## Work item
All lines from the one with "M 1243,818 L 1296,804" through the close of the records below are to be set down exactly, and no others.

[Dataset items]

--

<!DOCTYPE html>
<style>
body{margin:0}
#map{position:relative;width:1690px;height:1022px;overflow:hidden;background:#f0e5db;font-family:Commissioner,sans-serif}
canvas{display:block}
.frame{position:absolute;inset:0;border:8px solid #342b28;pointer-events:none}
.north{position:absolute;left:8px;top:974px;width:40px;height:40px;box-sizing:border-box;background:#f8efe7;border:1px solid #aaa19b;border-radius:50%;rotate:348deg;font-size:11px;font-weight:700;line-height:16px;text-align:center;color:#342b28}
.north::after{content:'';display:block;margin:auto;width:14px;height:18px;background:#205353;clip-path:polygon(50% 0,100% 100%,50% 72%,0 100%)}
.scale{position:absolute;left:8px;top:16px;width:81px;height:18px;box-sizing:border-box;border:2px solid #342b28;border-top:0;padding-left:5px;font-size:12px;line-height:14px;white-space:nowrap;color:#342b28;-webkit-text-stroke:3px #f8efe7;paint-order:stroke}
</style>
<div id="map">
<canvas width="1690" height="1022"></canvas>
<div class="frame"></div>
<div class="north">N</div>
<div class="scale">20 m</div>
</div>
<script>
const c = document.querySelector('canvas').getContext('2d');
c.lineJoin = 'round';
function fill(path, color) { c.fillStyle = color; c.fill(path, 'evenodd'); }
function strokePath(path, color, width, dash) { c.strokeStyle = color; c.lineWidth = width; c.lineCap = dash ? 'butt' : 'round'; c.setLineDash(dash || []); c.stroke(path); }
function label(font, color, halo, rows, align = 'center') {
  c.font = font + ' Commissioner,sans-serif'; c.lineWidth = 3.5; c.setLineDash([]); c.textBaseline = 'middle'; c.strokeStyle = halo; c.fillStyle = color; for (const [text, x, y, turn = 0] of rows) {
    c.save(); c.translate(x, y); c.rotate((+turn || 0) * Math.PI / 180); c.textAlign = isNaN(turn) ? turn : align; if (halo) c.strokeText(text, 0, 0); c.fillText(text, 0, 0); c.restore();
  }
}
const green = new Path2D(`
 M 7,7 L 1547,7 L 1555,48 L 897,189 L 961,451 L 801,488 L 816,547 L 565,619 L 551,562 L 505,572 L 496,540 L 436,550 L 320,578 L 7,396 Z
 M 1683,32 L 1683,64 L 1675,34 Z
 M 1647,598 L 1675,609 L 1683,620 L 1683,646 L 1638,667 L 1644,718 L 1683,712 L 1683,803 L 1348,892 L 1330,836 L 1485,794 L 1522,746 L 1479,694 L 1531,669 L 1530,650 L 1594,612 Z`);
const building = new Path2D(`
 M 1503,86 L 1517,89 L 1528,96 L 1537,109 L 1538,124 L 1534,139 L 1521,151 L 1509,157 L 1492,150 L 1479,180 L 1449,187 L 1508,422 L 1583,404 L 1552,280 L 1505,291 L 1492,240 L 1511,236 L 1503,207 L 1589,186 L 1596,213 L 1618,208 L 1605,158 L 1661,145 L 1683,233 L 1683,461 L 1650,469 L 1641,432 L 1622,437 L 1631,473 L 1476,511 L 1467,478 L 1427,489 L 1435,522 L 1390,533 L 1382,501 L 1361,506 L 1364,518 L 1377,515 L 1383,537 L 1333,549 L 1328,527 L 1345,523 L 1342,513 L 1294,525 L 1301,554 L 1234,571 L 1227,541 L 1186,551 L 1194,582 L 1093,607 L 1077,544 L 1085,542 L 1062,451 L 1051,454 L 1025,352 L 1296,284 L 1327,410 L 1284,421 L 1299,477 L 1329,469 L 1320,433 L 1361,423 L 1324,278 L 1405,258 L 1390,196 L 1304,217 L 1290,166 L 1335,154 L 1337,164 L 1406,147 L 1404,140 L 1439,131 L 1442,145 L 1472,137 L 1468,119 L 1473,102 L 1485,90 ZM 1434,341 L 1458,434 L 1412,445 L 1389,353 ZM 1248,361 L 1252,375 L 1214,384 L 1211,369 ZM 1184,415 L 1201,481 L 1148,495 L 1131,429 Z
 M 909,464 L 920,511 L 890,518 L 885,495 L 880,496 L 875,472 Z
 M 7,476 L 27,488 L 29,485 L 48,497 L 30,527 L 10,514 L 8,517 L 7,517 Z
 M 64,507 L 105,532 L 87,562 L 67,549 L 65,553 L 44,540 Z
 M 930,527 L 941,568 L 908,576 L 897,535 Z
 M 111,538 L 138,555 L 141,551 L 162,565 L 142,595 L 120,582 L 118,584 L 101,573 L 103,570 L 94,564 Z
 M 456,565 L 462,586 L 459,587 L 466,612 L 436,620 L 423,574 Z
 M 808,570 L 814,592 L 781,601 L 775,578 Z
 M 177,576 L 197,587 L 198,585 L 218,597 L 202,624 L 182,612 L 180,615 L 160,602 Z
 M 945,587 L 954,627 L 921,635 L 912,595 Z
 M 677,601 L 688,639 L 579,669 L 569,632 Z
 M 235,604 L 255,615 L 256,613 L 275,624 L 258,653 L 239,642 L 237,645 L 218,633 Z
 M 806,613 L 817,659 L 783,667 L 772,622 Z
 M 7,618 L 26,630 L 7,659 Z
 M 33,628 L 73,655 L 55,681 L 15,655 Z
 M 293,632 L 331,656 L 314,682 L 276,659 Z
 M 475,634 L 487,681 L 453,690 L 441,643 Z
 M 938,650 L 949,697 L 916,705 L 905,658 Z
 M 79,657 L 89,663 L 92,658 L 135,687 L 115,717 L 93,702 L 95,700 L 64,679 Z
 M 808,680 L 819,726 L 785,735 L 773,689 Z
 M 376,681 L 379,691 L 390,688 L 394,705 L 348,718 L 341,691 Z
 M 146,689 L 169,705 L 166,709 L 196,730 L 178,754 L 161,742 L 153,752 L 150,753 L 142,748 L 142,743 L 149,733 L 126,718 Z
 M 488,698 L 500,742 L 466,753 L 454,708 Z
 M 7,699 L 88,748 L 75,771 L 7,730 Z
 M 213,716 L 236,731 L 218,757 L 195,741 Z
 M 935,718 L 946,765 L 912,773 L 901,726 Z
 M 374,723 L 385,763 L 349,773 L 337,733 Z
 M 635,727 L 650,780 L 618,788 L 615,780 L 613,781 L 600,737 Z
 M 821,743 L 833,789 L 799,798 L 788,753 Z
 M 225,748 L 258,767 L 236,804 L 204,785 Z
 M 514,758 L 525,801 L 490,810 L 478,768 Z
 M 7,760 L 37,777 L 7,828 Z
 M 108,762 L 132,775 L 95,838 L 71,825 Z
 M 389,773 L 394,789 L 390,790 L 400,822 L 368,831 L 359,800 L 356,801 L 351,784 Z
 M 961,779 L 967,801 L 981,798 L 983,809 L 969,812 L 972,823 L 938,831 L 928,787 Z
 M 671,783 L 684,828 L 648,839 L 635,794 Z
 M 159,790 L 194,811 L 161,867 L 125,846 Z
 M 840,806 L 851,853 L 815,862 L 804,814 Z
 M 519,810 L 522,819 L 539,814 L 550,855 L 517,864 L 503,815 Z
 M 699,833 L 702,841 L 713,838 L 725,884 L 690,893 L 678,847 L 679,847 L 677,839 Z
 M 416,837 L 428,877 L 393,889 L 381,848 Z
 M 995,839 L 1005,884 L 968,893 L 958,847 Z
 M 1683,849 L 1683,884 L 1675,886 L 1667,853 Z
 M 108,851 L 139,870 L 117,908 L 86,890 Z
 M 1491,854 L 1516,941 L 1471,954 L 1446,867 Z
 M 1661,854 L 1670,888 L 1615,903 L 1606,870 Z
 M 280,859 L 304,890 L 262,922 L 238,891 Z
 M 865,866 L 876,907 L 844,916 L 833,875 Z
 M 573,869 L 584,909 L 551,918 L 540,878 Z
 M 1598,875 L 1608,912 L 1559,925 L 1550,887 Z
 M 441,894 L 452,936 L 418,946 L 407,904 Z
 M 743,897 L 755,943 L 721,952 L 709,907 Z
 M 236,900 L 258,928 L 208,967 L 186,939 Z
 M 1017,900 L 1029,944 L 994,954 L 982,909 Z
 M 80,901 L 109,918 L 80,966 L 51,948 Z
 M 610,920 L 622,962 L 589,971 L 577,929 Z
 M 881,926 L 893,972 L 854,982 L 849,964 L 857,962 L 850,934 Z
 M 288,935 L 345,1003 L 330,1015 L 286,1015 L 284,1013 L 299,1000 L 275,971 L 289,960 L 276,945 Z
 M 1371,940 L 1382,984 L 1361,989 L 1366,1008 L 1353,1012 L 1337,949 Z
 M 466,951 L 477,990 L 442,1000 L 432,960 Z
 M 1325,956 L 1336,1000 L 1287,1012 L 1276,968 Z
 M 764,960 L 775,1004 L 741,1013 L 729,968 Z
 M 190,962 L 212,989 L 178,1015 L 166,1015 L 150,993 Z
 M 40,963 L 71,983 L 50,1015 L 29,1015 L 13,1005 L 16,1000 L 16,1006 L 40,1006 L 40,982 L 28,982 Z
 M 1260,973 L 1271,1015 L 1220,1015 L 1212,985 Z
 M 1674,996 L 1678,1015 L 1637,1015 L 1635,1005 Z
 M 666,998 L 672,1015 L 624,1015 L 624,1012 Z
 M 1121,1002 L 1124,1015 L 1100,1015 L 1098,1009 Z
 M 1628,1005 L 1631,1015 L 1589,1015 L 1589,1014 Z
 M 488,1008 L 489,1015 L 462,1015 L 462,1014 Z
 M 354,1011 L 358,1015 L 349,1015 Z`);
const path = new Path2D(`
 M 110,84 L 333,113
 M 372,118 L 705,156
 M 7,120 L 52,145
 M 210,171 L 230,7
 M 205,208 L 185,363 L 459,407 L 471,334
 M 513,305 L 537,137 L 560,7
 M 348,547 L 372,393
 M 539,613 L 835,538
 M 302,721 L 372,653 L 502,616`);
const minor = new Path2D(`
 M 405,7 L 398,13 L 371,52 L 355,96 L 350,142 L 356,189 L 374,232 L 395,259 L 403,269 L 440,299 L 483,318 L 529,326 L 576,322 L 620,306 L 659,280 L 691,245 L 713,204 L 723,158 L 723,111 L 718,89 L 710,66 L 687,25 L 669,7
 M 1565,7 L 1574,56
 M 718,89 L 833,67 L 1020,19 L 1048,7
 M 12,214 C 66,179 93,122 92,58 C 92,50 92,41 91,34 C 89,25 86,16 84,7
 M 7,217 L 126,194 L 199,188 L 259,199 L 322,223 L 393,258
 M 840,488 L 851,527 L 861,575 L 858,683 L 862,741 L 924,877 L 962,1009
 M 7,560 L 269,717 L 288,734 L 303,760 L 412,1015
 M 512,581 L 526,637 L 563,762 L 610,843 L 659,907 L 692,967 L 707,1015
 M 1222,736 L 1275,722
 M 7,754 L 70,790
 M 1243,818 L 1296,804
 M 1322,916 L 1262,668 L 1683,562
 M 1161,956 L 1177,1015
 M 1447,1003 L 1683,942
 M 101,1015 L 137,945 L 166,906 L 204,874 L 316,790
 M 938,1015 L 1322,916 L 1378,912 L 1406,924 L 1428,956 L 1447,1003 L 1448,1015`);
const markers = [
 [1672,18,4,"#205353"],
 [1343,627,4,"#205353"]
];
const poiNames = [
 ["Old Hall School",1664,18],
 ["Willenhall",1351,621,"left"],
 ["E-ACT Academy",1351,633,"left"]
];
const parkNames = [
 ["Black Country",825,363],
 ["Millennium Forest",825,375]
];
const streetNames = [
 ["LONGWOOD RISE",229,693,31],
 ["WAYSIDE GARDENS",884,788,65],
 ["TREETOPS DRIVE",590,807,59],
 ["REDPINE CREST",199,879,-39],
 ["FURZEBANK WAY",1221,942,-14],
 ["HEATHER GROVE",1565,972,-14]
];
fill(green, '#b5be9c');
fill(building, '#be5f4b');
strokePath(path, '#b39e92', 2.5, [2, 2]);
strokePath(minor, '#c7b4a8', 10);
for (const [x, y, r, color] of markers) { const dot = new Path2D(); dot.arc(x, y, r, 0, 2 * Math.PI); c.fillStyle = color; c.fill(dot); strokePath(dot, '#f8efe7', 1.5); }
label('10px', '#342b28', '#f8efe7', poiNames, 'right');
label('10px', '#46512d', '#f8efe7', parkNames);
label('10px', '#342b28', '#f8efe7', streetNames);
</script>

--

## Solution for this task
 M 1243,818 L 1296,804
 M 1322,916 L 1262,668 L 1683,562
 M 1161,956 L 1177,1015
 M 1447,1003 L 1683,942
 M 101,1015 L 137,945 L 166,906 L 204,874 L 316,790
 M 938,1015 L 1322,916 L 1378,912 L 1406,924 L 1428,956 L 1447,1003 L 1448,1015`);
const markers = [
 [1672,18,4,"#205353"],
 [1343,627,4,"#205353"]
];
const poiNames = [
 ["Old Hall School",1664,18],
 ["Willenhall",1351,621,"left"],
 ["E-ACT Academy",1351,633,"left"]
];
const parkNames = [
 ["Black Country",825,363],
 ["Millennium Forest",825,375]
];
const streetNames = [
 ["LONGWOOD RISE",229,693,31],
 ["WAYSIDE GARDENS",884,788,65],
 ["TREETOPS DRIVE",590,807,59],
 ["REDPINE CREST",199,879,-39],
 ["FURZEBANK WAY",1221,942,-14],
 ["HEATHER GROVE",1565,972,-14]
];
fill(green, '#b5be9c');
fill(building, '#be5f4b');
strokePath(path, '#b39e92', 2.5, [2, 2]);
strokePath(minor, '#c7b4a8', 10);
for (const [x, y, r, color] of markers) { const dot = new Path2D(); dot.arc(x, y, r, 0, 2 * Math.PI); c.fillStyle = color; c.fill(dot); strokePath(dot, '#f8efe7', 1.5); }
label('10px', '#342b28', '#f8efe7', poiNames, 'right');
label('10px', '#46512d', '#f8efe7', parkNames);
label('10px', '#342b28', '#f8efe7', streetNames);
</script>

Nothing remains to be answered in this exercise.